Since its founding in May 2012, Dawlaty has organized workshops for Syrians living inside the country, mostly focusing on non-violent struggle and community organization, but it has also worked on human rights issues, peace-building, and video and media training.

Haid responds to criticism that Lebanon-based organizations can only have a limited effect.

“One cannot measure the impact on the ground because there are no tools to measure it,” he says. “Dawlaty has had a significant effect on the target group, which consists primarily of activists.”

Haid, who hails from Atareb in the countryside outside Aleppo, goes on to say that Dawlaty has so far produced 16 tutorial videos with three more on the way. These videos will be copied onto DVDs and distributed along with a written brochure inside Syria starting from mid-July.
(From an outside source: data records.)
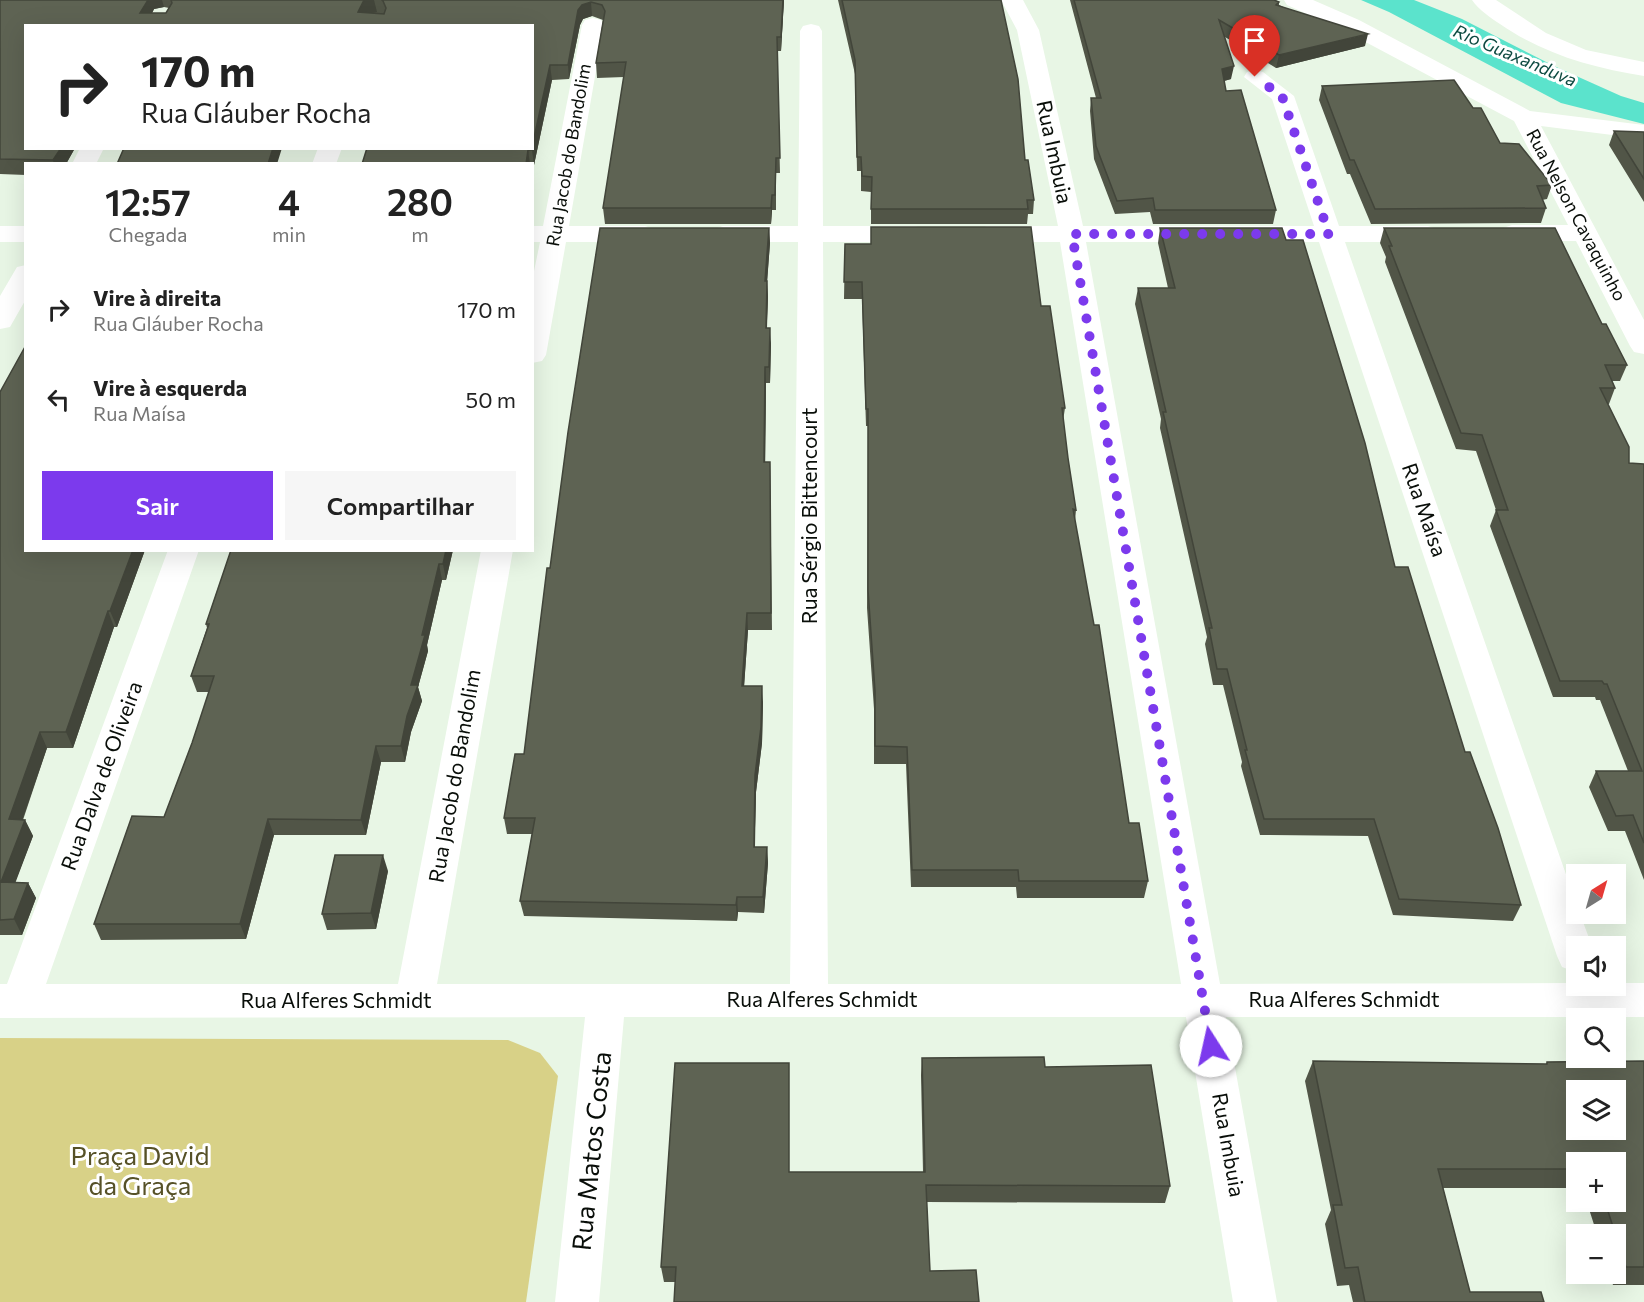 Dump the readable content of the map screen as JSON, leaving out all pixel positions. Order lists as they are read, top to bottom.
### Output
{
  "streets": {
    "street": [
      "Rua Imbuia",
      "Rua Jacob do Bandolim",
      "Rua Nelson Cavaquinho",
      "Rua Maísa",
      "Rua Sérgio Bittencourt",
      "Rua Dalva de Oliveira",
      "Rua Alferes Schmidt",
      "Rua Matos Costa"
    ]
  },
  "crossings": [
    ["Rua Imbuia", "Rua Alferes Schmidt"],
    ["Rua Jacob do Bandolim", "Rua Alferes Schmidt"],
    ["Rua Sérgio Bittencourt", "Rua Alferes Schmidt"],
    ["Rua Dalva de Oliveira", "Rua Alferes Schmidt"],
    ["Rua Alferes Schmidt", "Rua Matos Costa"]
  ],
  "water": ["Rio Guaxanduva"],
  "parks": ["Praça David da Graça"],
  "north": "top right",
  "page": {
    "turn": ["170 m", "Rua Gláuber Rocha"],
    "eta": [
      "12:57",
      "Chegada",
      "4",
      "min",
      "280",
      "m"
    ],
    "list": [
      {
        "name": "Vire à direita",
        "note": "Rua Gláuber Rocha",
        "value": "170 m"
      },
      {
        "name": "Vire à esquerda",
        "note": "Rua Maísa",
        "value": "50 m"
      }
    ],
    "buttons": ["Sair", "Compartilhar"],
    "map_buttons": ["+", "−"]
  }
}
The videos will also be broadcast on the opposition satellite channel Souria Ash-Shaab as well as over the radio in the rebel-controlled provinces of Aleppo and Idlib.
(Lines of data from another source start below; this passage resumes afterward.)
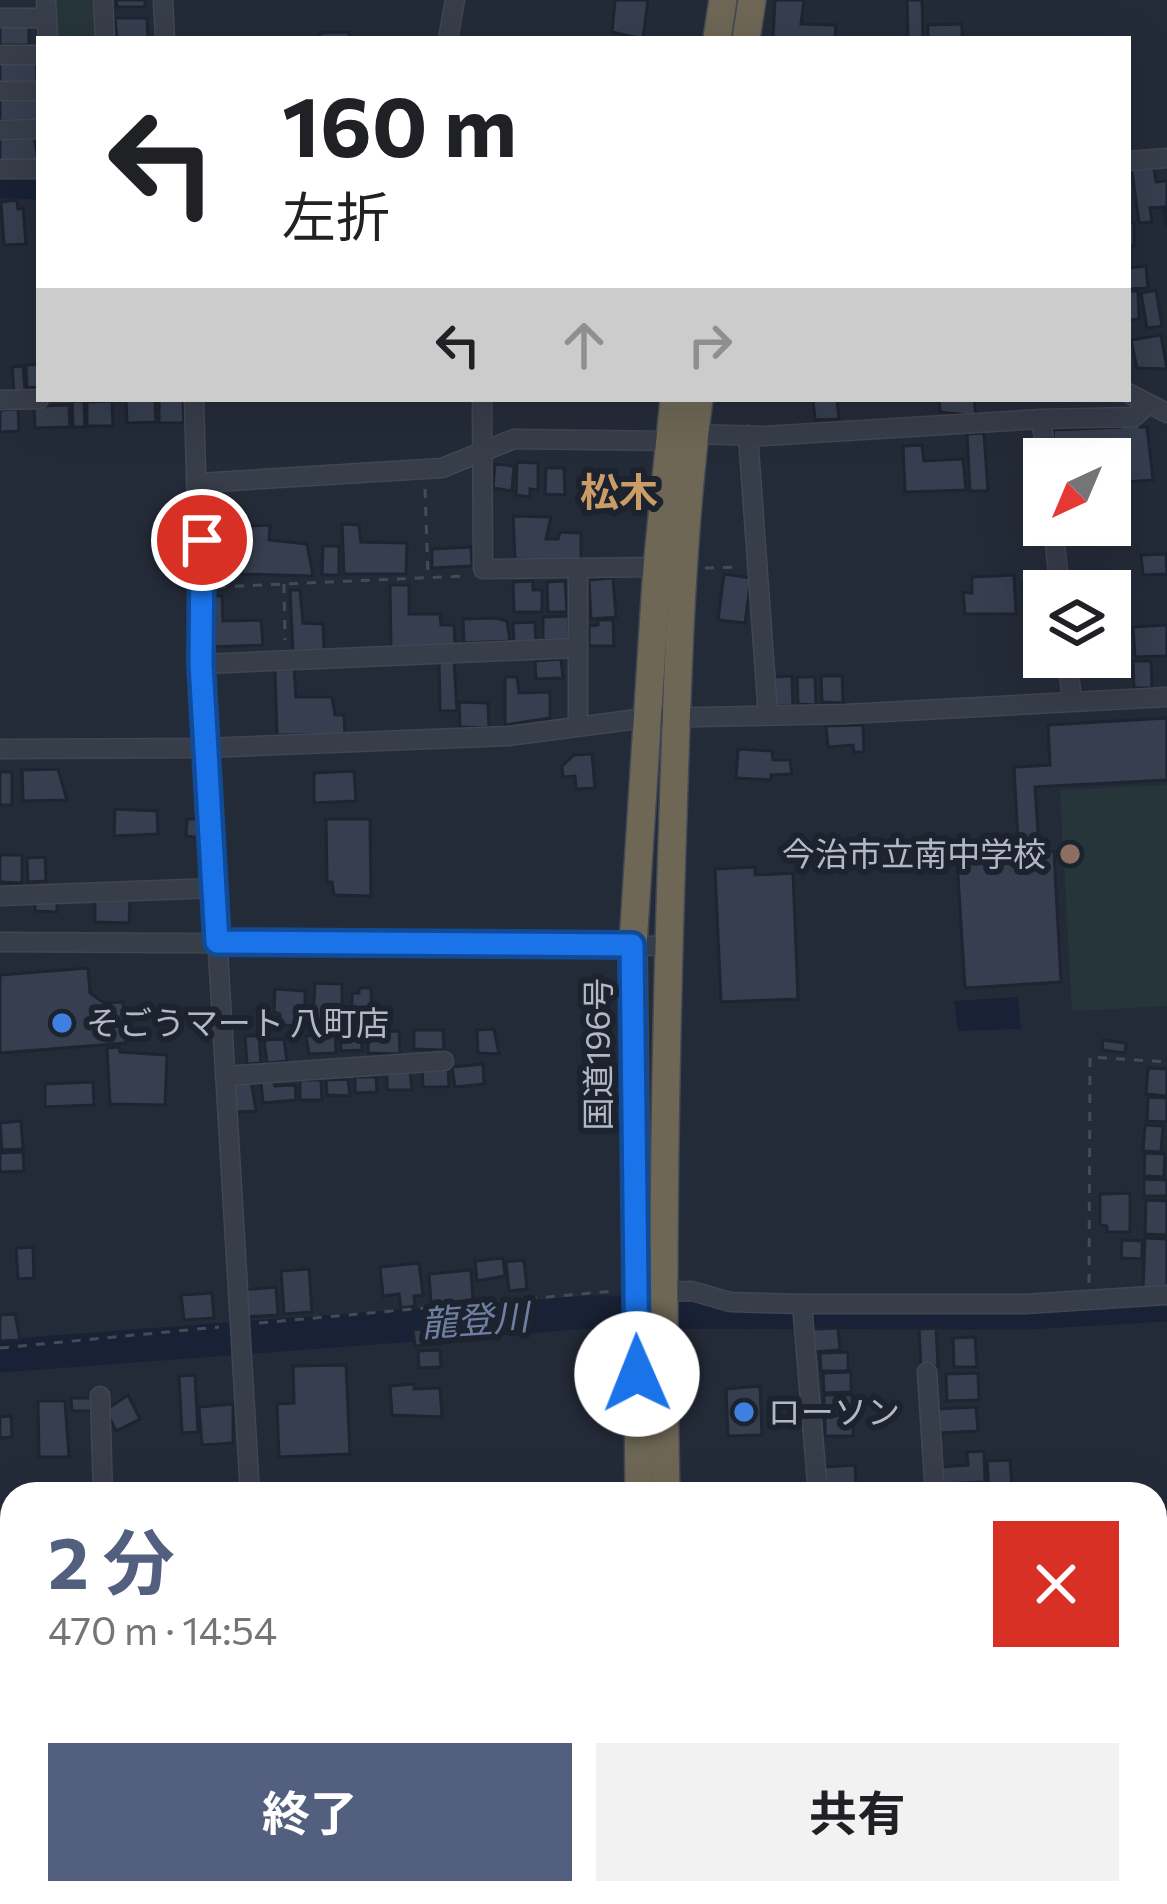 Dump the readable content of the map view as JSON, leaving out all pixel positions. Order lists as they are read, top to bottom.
{
  "streets": {
    "highway": ["国道196号"]
  },
  "districts": ["松木"],
  "water": ["龍登川"],
  "places": ["今治市立南中学校", "そごうマート 八町店", "ローソン"],
  "north": "bottom left",
  "page": {
    "turn": ["160 m", "左折"],
    "heading": ["2 分", "470 m · 14:54"],
    "buttons": ["終了", "共有"]
  }
}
Haid acknowledges, however, that “although we did the best we could, given the circumstances and logistics related to the situation in the region and in Lebanon, we cannot offer more than what we have.”

“We managed to have a positive impact on activists both inside and outside Syria, but it might be difficult to notice because it’s part of a long-term strategy.”

Mays, (not her real name), a volunteer at a Syrian relief organization working in Lebanon, says she also shifted from political activism in Syria to humanitarian work outside the country because she believes that Syrian refugees should avoid the “problematic” opposition in Syria.

Mays went on to say that working in relief “soothes her conscience” because she feels she is able to help directly. In Lebanon, there is no room for the types of activities she was doing in Syria, for neither protests nor publications in Lebanon will make a difference.

Ayman, (not his real name), is a coordinator for the Waw Al Wasel organization, one branch of which is active in Lebanon. He says that the organization has an effect on its target demographic, and has already produced several visual and audio projects, participated in advocacy campaigns, and distributed written materials to the Free Syrian Army in northern Syria to raise awareness. These materials seek to educate members of the FSA about ethical conduct in wartime.

Waw Al-Wasel has other initiatives in the works, and is also assisting with what Ayman describes as “friendly projects,” coordinating virtually with activists inside Syria and around the world.

“Syrian civil society in general, not only in Lebanon, has been unable to [come into its own] because of the catastrophic scale of the refugee problem,” Ayman said. “All of our energies are directed toward the relief effort but we can’t meet a quarter of the need.”

Haid echoes Ayman’s sentiment, saying, “humanitarian projects come first, because people are in need.”

He emphasizes, however, the diversity within so-called the civil society sector, which includes immediate relief in the fields of medicine and education, as well as medium and long-term projects focused on civil peace and democratic transition.

Haid also stressed the need for activists in Lebanon to learn from the mistakes of those who attempted such relief efforts in Syria and failed, dealing a significant blow to the peaceful protest movement.